Frank doesn’t take the blindfold off between races so’s not to mess with our luck, and for the first time I’m not dizzy anymore. I lose count how much we’re up. Three, four grand. Frank that sumnabitch is treasurer anyway. We’re in the zone, Rosebush, he says, you’re going to hit the Pick 3.

  I go, You always said combo bets are for suckers.

  Not today. We started with the Daily Double; we’re ending with the Pick 3. Going for broke, Rosebush.

  Then he sees my picks for the last three races and chickens out, just bets a grand cause I pick three horses from the same stable where they name all their horses Bunny—Pearl Bunny, Precious Bunny, and Cool Bunny—and Frank thinks blindfolded or not I’m picking cute names again. Plus, what’s the odds on three Bunnies coming in first?

  Well, I can tell you the odds that night: forty-four to one.

  Pearl Bunny and Precious Bunny win their races. By then Frank’s hoarse from hollering. His shout’s a raspy whisper. He’s going berserkers cause Cool Bunny is boxed in eight lengths back. The blindfold slips down. Who knows how long it was off before I realized I could see. I’m so overheated I’m shaking like I got chills. I can smell myself. I smell like the bedroom and I think everyone at the track can smell it.

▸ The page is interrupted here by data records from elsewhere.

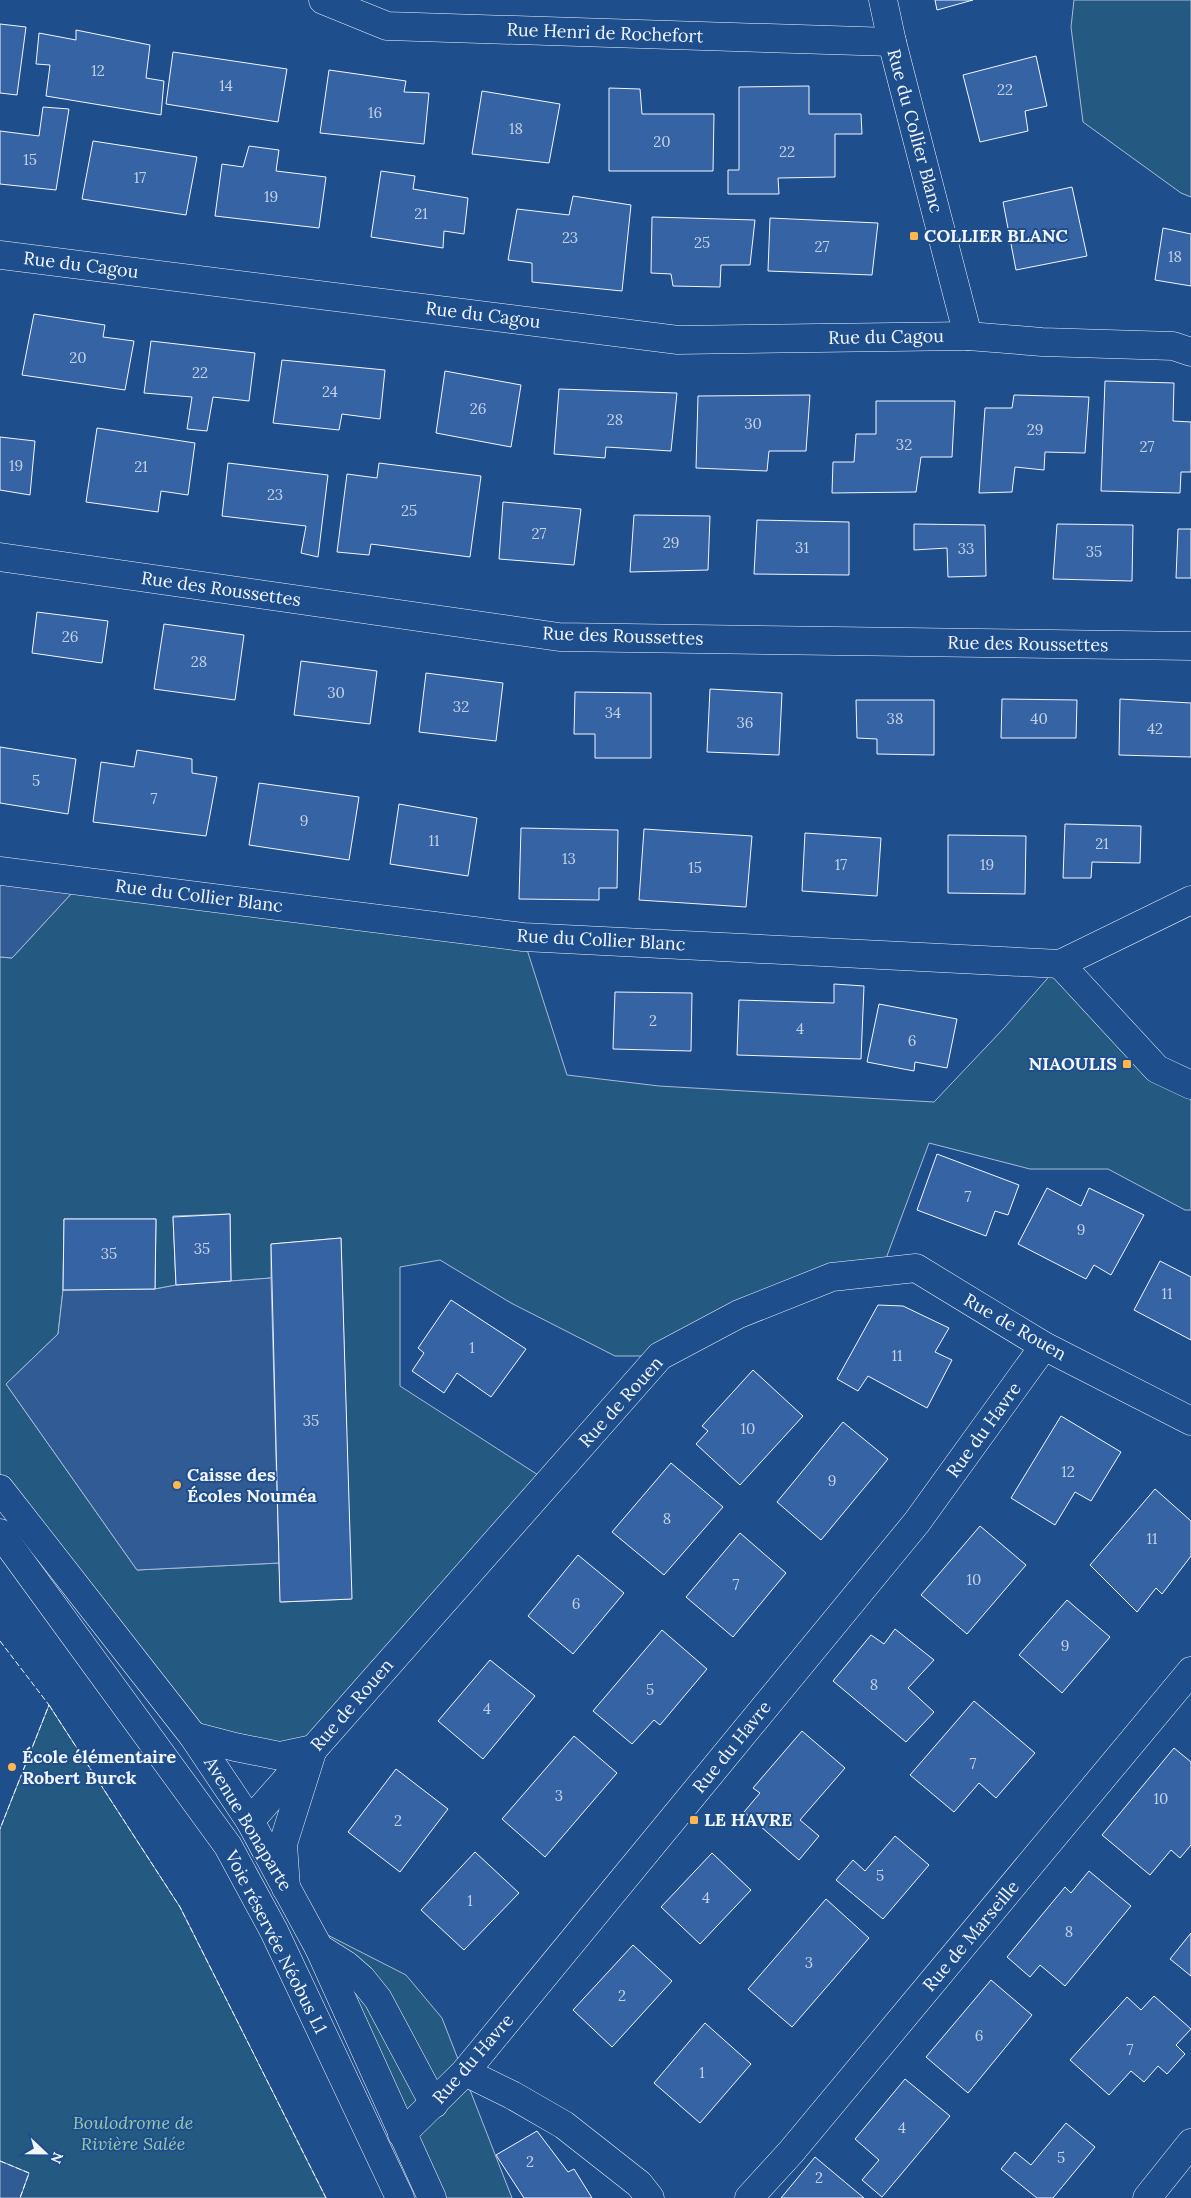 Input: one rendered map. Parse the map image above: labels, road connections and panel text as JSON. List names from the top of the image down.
{
  "streets": {
    "street": [
      "Rue Henri de Rochefort",
      "Rue du Collier Blanc",
      "Rue du Cagou",
      "Rue des Roussettes",
      "Rue de Rouen",
      "Rue du Havre",
      "Avenue Bonaparte",
      "Rue de Marseille",
      "Voie réservée Néobus L1"
    ]
  },
  "crossings": [
    ["Rue Henri de Rochefort", "Rue du Collier Blanc"],
    ["Rue du Collier Blanc", "Rue du Cagou"],
    ["Rue de Rouen", "Rue du Havre"],
    ["Rue de Rouen", "Avenue Bonaparte"],
    ["Rue du Havre", "Avenue Bonaparte"]
  ],
  "parks": ["Boulodrome de Rivière Salée"],
  "places": {
    "transit": ["COLLIER BLANC", "NIAOULIS", "LE HAVRE"],
    "other": ["Caisse des Écoles Nouméa", "École élémentaire Robert Burck"]
  },
  "house_numbers": [
    "12",
    "14",
    "22",
    "16",
    "18",
    "20",
    "22",
    "15",
    "17",
    "19",
    "21",
    "23",
    "25",
    "27",
    "18",
    "20",
    "22",
    "24",
    "26",
    "28",
    "30",
    "29",
    "32",
    "27",
    "19",
    "21",
    "23",
    "25",
    "27",
    "29",
    "31",
    "33",
    "35",
    "26",
    "28",
    "30",
    "32",
    "34",
    "38",
    "40",
    "36",
    "42",
    "5",
    "7",
    "9",
    "11",
    "21",
    "13",
    "17",
    "19",
    "15",
    "2",
    "4",
    "6",
    "7",
    "9",
    "35",
    "35",
    "11",
    "1",
    "11",
    "35",
    "10",
    "12",
    "9",
    "8",
    "11",
    "10",
    "7",
    "6",
    "9",
    "8",
    "5",
    "4",
    "7",
    "3",
    "10",
    "2",
    "5",
    "4",
    "1",
    "8",
    "3",
    "2",
    "6",
    "7",
    "1",
    "4",
    "5",
    "2",
    "2"
  ],
  "north": "right"
}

  You mind an older woman talking frankly, Rafael? I get the feeling I can be honest with you, that you ain’t someone judges people. Maybe that ain’t an angel’s job—judging. You just bring the messages. It’s all just life on earth, right? I imagine a guy with your looks got some stories hisself. What do those nudes tell you? Probably the same stuff they’d blab about dressed. There’s a difference between nude and naked. Nude’s like art, but naked’s exposing the soul. Hell, who ain’t got things they’d strip their clothes off and stand bare-ass in the middle a downtown rather than tell?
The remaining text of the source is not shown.